An 2; Jour 132 ; Cycle 1 ; 5 heure

Cela faisait une éternité qu’elle n’avait pas remis les pieds au Bouiboui. À l’origine, il portait plutôt bien son nom, se résumant à une pièce étouffée et trois tables. Saon propriétaire l’avait transformé en un véritable cabaret, accueillant aussi bien la faune de la Ville Sombre que la clientèle de la surface venant s’encanailler. Alejandra en avait fait partie. En compagnie de son frère Poldan, elle venait s’enivrer de l’alcool bon marché et du spectacle, offert aussi bien sur scène qu’en de dehors.

Passée sous l’enseigne du squelette en robe, elle se remémora le jour où, pour leur anniversaire, Poldan l’avait suppliée de se dérider et de descendre sous la Carapace. Il lui avait fait la surprise de monter sur scène en robe à paillettes, pour lui interpréter leur comptine d’enfance. Tous les clients éméchés l’avaient repris en cœur d’abord amusés, puis excités par le petit strip-tease et la chanson suivante, beaucoup plus coquine. C’était un précieux souvenir qu'elle chérissait, préférant se le remémorer plutôt que ceux de ses derniers instants.

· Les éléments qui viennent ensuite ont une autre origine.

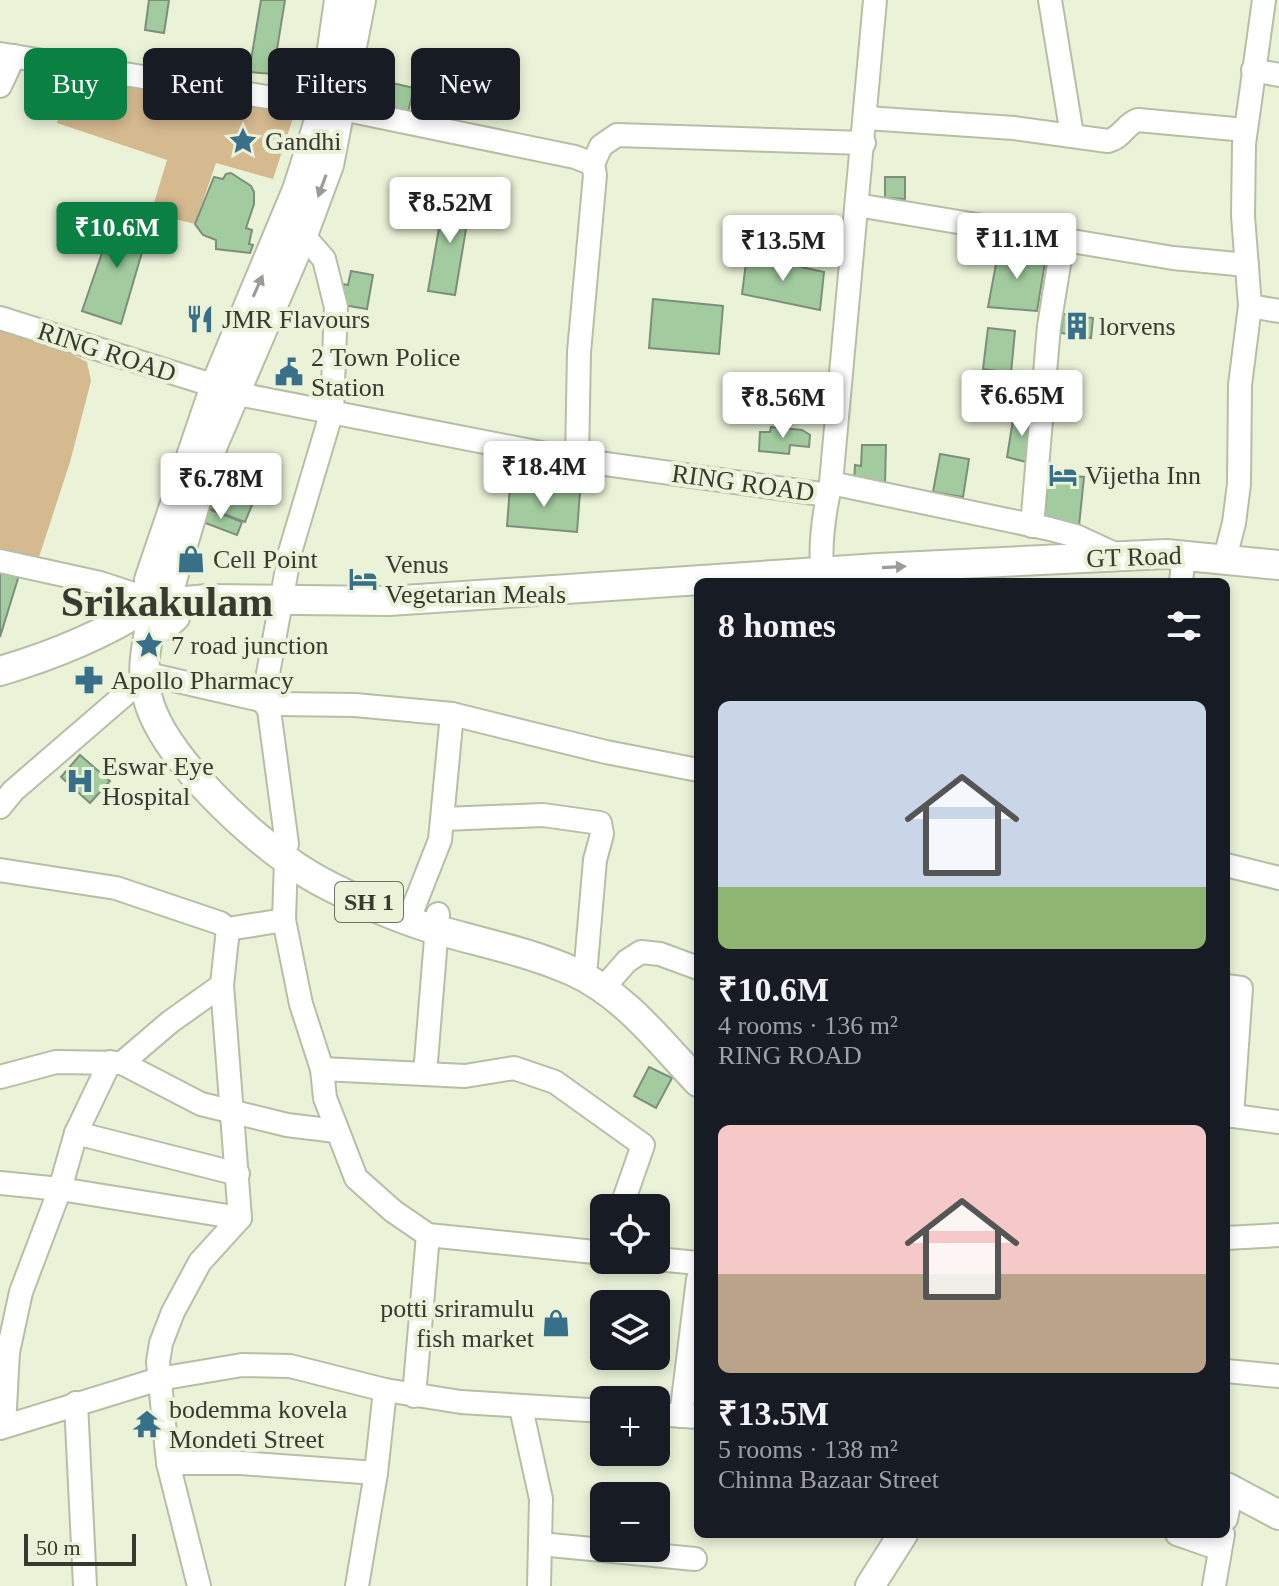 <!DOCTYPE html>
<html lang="en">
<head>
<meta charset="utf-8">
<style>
  :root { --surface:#171b24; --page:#20242c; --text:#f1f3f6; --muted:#9ea1a6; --accent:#0b8043 }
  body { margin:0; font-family:"Times New Roman",serif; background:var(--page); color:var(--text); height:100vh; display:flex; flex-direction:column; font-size:30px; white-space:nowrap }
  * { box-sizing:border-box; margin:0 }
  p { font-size:26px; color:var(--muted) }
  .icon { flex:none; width:44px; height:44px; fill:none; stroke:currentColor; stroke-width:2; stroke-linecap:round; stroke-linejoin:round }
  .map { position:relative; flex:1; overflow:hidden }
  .panel { position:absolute; left:694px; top:578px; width:536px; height:960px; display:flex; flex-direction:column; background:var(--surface); border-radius:12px; box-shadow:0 4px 12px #0003 }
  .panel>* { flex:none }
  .hud { position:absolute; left:24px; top:48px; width:550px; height:72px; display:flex; gap:16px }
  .controls { position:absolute; left:590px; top:1194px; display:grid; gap:16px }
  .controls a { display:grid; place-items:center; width:80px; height:80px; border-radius:12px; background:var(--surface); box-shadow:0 4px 12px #0003; font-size:40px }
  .scale { position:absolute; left:24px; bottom:20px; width:112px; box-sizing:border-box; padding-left:8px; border:4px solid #373a30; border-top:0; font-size:22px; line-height:28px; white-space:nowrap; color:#373a30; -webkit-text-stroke:6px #eaf2d8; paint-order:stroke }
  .price { position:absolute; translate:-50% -68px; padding:0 18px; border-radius:8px; background:#fff; color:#222; font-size:26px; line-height:52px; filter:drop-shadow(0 2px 4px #0008) }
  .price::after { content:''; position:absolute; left:50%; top:48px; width:24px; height:18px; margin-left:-12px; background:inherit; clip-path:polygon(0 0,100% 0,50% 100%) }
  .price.current { background:var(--accent); color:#fff }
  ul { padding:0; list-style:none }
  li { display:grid; align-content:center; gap:16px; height:424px; padding:0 24px }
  li span { display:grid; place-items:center; height:248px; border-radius:12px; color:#555 }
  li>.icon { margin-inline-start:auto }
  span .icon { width:144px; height:144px; fill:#fffc; stroke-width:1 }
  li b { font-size:34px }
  h2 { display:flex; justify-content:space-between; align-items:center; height:96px; padding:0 24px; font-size:34px }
  .chip { padding:0 28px; border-radius:12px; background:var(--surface); box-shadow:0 4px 12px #0003; font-size:28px; line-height:72px }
  .chip.current { background:var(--accent); color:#fff }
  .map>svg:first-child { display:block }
</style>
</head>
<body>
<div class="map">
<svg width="1279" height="1586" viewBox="0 0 1279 1586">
  <rect width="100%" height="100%" fill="#eaf2d8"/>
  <g fill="#d5b98f">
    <polygon points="69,77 92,78 295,112 273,179 216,163 195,224 151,213 167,160 57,123"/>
    <polygon points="0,329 62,349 87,362 91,381 70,462 39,557 0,548"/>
  </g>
  <g fill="#a2cc9f" stroke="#7d8f7c" stroke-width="2">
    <polygon points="149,0 169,0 164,33 145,30"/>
    <polygon points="261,0 285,0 273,74 249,72"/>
    <polygon points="366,77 414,88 408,112 360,101"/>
    <polygon points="231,173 251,186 254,192 254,204 246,228 252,230 249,244 253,245 250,253 216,249 216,240 203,235 195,224 214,177 223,179 226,174"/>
    <polygon points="885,177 905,177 905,199 885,198"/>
    <polygon points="445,194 471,199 455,295 428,291"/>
    <polygon points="130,215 150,225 121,324 82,311 113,221 130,220"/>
    <polygon points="999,248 1046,256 1037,311 988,307"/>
    <polygon points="747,255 824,272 820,310 742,294"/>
    <polygon points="351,271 373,275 367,309 343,305 345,295 337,293 338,283 348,285"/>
    <polygon points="653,299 723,306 719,354 649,348"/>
    <polygon points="1063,314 1093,318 1091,338 1061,333"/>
    <polygon points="988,328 1015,331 1011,373 983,369"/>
    <polygon points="1014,414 1037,418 1030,463 1007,457"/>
    <polygon points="771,427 802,430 810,435 809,447 790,445 789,454 759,451 760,432 770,432"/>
    <polygon points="862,445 886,445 885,483 854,482 855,465 861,466"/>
    <polygon points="940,454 969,459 963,497 933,492"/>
    <polygon points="1049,473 1084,477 1079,526 1044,522"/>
    <polygon points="510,486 580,492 577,532 507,526"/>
    <polygon points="209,489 252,505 245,522 203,506"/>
    <polygon points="206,508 242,522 237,535 200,521"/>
    <polygon points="0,566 20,572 0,637"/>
    <polygon points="80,755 110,781 90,803 61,777"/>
    <polygon points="649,1067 672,1078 656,1108 634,1096"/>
  </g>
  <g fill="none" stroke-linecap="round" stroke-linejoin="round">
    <defs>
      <g id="minor">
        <polyline points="1050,0 1072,135"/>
        <polyline points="0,54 342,109 575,157 593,164 595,175 579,352 577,460"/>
        <polyline points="1253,70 1279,75"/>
        <polyline points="0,86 14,56"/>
        <path d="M866,118L1014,128L1108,141C1122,138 1125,124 1138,120L1245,130"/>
        <polyline points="593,164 601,146 617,135 864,143"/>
        <polyline points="857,205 1173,258 1247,265"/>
        <polyline points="1250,306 1279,311"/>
        <polyline points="0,318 215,386"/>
        <polyline points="233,393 577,460 828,495"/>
        <polyline points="831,483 1050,529 1076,536 1117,555"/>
        <polyline points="1032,526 1049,326 1063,240"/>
        <polyline points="1225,558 1234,523 1239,484 1240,385 1250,306 1243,216 1244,144 1264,0"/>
        <polyline points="0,561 100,583 149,599"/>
        <path d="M826,582C816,560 825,507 831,483L875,0"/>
        <polyline points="1181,582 1184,554"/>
        <polyline points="156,676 278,704 355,705 452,714 606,752 698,770"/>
        <polyline points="0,807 13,791 144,678"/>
        <polyline points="444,819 543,815 600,823 602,834 595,860 586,964"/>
        <polyline points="287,844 269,710 263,701 290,552 332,411 336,307 324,259 303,235"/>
        <polyline points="286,860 284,920 301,1004 322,1069 325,1098 356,1178 393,1211 428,1235 604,1253"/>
        <polyline points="1226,865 1279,878"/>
        <polyline points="0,870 116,888 220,923 228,929 284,920"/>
        <polyline points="414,906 440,840 452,714"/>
        <polyline points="612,978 627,961 641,952 660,954 698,968"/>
        <polyline points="1226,986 1241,988 1232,1116"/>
        <polyline points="122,1063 201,1104 287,1125 336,1131"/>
        <polyline points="322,1069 465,1076 514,1068 555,1082 643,1145 621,1208"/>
        <polyline points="425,1074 438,914"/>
        <polyline points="0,1077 56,1062 122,1063 170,1022 222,985"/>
        <polyline points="1226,1115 1279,1122"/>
        <polyline points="76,1133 238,1174"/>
        <polyline points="0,1183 60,1189 240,1218 222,985 228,929"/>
        <polyline points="1226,1238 1279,1235"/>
        <polyline points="656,1259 698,1263"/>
        <polyline points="1226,1371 1279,1376"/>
        <polyline points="414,1396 428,1235"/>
        <polyline points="76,1403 85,1586"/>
        <polyline points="521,1408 541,1499 539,1586"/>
        <polyline points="656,1414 698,1417"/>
        <polyline points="681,1416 698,1279"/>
        <polyline points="4,1426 8,1352 21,1292 60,1189 76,1133 110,1062"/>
        <polyline points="0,1428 159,1379 242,1365 290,1366 385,1390 461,1402 604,1411"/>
        <polyline points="168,1463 241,1463 376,1473"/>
        <polyline points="1226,1519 1232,1490"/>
        <polyline points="1177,1534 1220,1549"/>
        <polyline points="540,1544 695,1559"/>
        <polyline points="199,1586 168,1463 158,1362 161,1343 173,1312 200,1262 240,1218"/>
        <polyline points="357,1586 376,1473 385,1390"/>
        <polyline points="1214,1586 1223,1534"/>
      </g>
      <g id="major">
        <polyline points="152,596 167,597 174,602 175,617 166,625 155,626 145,614 147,602 152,596 149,580 215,386 297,190 324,105 339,0"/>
        <polyline points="167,597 213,445 303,235 329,165 361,0"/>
        <polyline points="174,602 208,599 389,601 879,568 1166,554 1279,565"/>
        <path d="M151,623C146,646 141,672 147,695C160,755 254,841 306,873C335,891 394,917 427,927C474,941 527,951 572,971C624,994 660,1042 698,1082"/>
        <path d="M0,671C51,656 99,637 145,608"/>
        <polyline points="1226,1487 1279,1515"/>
        <polyline points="870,1586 903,1534"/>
      </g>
    </defs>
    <use href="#minor" stroke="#b6bea5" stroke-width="26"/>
    <use href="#major" stroke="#b6bea5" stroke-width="32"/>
    <use href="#minor" stroke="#fff" stroke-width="22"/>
    <use href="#major" stroke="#fff" stroke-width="28"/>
  </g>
  <defs><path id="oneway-solid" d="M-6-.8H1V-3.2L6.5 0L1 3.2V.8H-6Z" transform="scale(2)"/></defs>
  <g fill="#9b9c98">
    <use href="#oneway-solid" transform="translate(322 186) rotate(110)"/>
    <use href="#oneway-solid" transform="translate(258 286) rotate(-66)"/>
    <use href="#oneway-solid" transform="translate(894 567) rotate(-3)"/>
  </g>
  <defs>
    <symbol id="sight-bare" viewBox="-9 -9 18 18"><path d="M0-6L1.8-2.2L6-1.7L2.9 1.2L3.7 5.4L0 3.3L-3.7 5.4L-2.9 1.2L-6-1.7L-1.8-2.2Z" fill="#38708a" stroke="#eaf2d8" stroke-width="2.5" paint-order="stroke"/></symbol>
    <symbol id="restaurant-bare" viewBox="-9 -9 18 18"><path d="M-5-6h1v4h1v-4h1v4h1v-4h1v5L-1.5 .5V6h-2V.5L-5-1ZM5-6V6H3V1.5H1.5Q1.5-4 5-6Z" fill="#38708a" stroke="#eaf2d8" stroke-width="2.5" paint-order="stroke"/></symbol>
    <symbol id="building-bare" viewBox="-9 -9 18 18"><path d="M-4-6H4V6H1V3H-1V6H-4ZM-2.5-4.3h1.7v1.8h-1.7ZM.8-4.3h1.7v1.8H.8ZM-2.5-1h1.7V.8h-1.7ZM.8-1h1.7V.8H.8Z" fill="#38708a" stroke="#eaf2d8" stroke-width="2.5" paint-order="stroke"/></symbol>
    <symbol id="civic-bare" viewBox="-9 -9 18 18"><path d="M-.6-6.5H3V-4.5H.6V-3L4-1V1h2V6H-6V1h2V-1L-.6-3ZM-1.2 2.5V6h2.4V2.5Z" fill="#38708a" stroke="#eaf2d8" stroke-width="2.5" paint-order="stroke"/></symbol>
    <symbol id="hotel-bare" viewBox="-9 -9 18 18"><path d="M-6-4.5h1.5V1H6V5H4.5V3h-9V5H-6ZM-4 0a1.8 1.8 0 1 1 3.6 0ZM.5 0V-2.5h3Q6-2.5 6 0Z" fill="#38708a" stroke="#eaf2d8" stroke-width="2.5" paint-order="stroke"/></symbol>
    <symbol id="shop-bare" viewBox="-9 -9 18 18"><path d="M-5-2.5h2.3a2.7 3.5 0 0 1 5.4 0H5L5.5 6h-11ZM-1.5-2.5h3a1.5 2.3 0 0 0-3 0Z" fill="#38708a" stroke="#eaf2d8" stroke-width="2.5" paint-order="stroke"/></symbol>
    <symbol id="pharmacy-bare" viewBox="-9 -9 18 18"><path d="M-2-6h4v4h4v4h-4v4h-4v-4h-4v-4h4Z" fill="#38708a" stroke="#eaf2d8" stroke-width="2.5" paint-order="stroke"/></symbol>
    <symbol id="hospital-bare" viewBox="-9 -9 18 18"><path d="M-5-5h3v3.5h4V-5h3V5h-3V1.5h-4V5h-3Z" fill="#38708a" stroke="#eaf2d8" stroke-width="2.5" paint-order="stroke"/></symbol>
    <symbol id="temple-bare" viewBox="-9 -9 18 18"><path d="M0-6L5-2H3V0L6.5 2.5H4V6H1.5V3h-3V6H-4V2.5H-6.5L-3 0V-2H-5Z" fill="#38708a" stroke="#eaf2d8" stroke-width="2.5" paint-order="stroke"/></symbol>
  </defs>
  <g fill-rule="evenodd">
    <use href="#sight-bare" x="223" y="121" width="40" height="40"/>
    <use href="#restaurant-bare" x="180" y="299" width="40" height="40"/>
    <use href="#building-bare" x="1057" y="306" width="40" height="40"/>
    <use href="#civic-bare" x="269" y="352" width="40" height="40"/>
    <use href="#hotel-bare" x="1043" y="455" width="40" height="40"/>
    <use href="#shop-bare" x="171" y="539" width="40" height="40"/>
    <use href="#hotel-bare" x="343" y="559" width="40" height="40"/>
    <use href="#sight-bare" x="129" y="625" width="40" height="40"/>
    <use href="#pharmacy-bare" x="69" y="660" width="40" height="40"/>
    <use href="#hospital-bare" x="60" y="761" width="40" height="40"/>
    <use href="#shop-bare" x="536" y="1303" width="40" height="40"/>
    <use href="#temple-bare" x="127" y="1404" width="40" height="40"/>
  </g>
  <g text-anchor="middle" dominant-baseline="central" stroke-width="8" stroke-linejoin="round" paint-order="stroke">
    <rect fill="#eaf2d8" stroke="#6d7162" stroke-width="2" x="335" y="882" width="68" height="40" rx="6"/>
    <g font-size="24" font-weight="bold" fill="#373a30">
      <text x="369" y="902">SH 1</text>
    </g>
    <g font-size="26" fill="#373a30" stroke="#eaf2d8" text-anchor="start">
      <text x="265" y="141">Gandhi</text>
      <text x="222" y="319">JMR Flavours</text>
      <text x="1099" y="326">lorvens</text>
      <text x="311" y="357">2 Town Police<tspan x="311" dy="30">Station</tspan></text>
      <text x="1085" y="475">Vijetha Inn</text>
      <text x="213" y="559">Cell Point</text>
      <text x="385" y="564">Venus<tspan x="385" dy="30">Vegetarian Meals</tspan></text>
      <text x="171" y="645">7 road junction</text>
      <text x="111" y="680">Apollo Pharmacy</text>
      <text x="102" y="766">Eswar Eye<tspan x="102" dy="30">Hospital</tspan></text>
      <text x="534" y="1308" text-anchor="end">potti sriramulu<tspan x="534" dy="30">fish market</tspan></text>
      <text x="169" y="1409">bodemma kovela<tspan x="169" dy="30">Mondeti Street</tspan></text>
    </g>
    <g font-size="26" fill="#373a30" stroke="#eaf2d8">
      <text transform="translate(107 352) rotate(18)">RING ROAD</text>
      <text transform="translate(743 483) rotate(8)">RING ROAD</text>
      <text transform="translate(1134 557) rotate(-2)">GT Road</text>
    </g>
    <g font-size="42" font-weight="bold" fill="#373a30" stroke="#eaf2d8">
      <text x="167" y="602">Srikakulam</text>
    </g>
  </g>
</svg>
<div class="controls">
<a><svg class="icon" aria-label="locate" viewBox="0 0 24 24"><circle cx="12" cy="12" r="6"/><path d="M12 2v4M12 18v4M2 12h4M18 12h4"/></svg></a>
<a><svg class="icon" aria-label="layers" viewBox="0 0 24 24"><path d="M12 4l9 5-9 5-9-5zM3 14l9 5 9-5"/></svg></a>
<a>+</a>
<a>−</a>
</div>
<div class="scale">50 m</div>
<b class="price" style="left:450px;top:245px">₹8.52M</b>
<b class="price current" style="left:117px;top:270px">₹10.6M</b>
<b class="price" style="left:1017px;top:281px">₹11.1M</b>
<b class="price" style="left:783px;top:283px">₹13.5M</b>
<b class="price" style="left:1022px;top:438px">₹6.65M</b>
<b class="price" style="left:783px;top:440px">₹8.56M</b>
<b class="price" style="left:544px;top:509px">₹18.4M</b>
<b class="price" style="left:221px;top:521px">₹6.78M</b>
<div class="hud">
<a class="chip current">Buy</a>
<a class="chip">Rent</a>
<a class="chip">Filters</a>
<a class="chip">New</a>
</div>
<section class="panel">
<h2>8 homes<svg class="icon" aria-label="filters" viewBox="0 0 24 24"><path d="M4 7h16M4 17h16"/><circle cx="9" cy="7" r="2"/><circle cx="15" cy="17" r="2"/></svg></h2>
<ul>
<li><span style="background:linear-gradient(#c9d6e8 75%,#8fb573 0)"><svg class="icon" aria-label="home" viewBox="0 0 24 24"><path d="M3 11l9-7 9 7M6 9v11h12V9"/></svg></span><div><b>₹10.6M</b><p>4 rooms · 136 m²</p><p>RING ROAD</p></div></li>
<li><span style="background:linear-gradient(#f6c9c9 60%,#b9a48a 0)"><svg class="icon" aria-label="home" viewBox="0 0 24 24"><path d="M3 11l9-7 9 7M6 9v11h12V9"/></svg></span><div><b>₹13.5M</b><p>5 rooms · 138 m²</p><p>Chinna Bazaar Street</p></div></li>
</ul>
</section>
</div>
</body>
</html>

L’ambiance du Bouiboui était similaire à celle de son époque. Des couples et des bandes d’amis, des collègues, ou des gardes en permission trinquaient dans l’atmosphère enfumée, appréciant d’une oreille la musique encore tranquille. Elle eut l’impression de ne jamais être partie. Une révolte et un renversement du pouvoir en surface, n’avaient pas tant bouleversé les affaires du cabaret visiblement.

Alejandra commanda une bière au bar. C’était la seule règle de Jez : “ Si tu veux me parler, consomme d’abord, tu me lécheras le cul après!”. Elle but une gorgée trop amère, et grimpa son verre à la main les marches biscornues menant à la mezzanine et aux loges privées, réservées aux invités et aux généreux mécènes des artistes. Il était bien trop tôt pour que les véritables performances débutent, et sans surprise tous étaient vides, sauf un. Jez, en tant que proprio, c'était bien sûr réservé celui en face de la scène. Ce qui lui permettait de profiter des spectacles en bonne compagnie, et de surveiller les allées et venues une clope à la main.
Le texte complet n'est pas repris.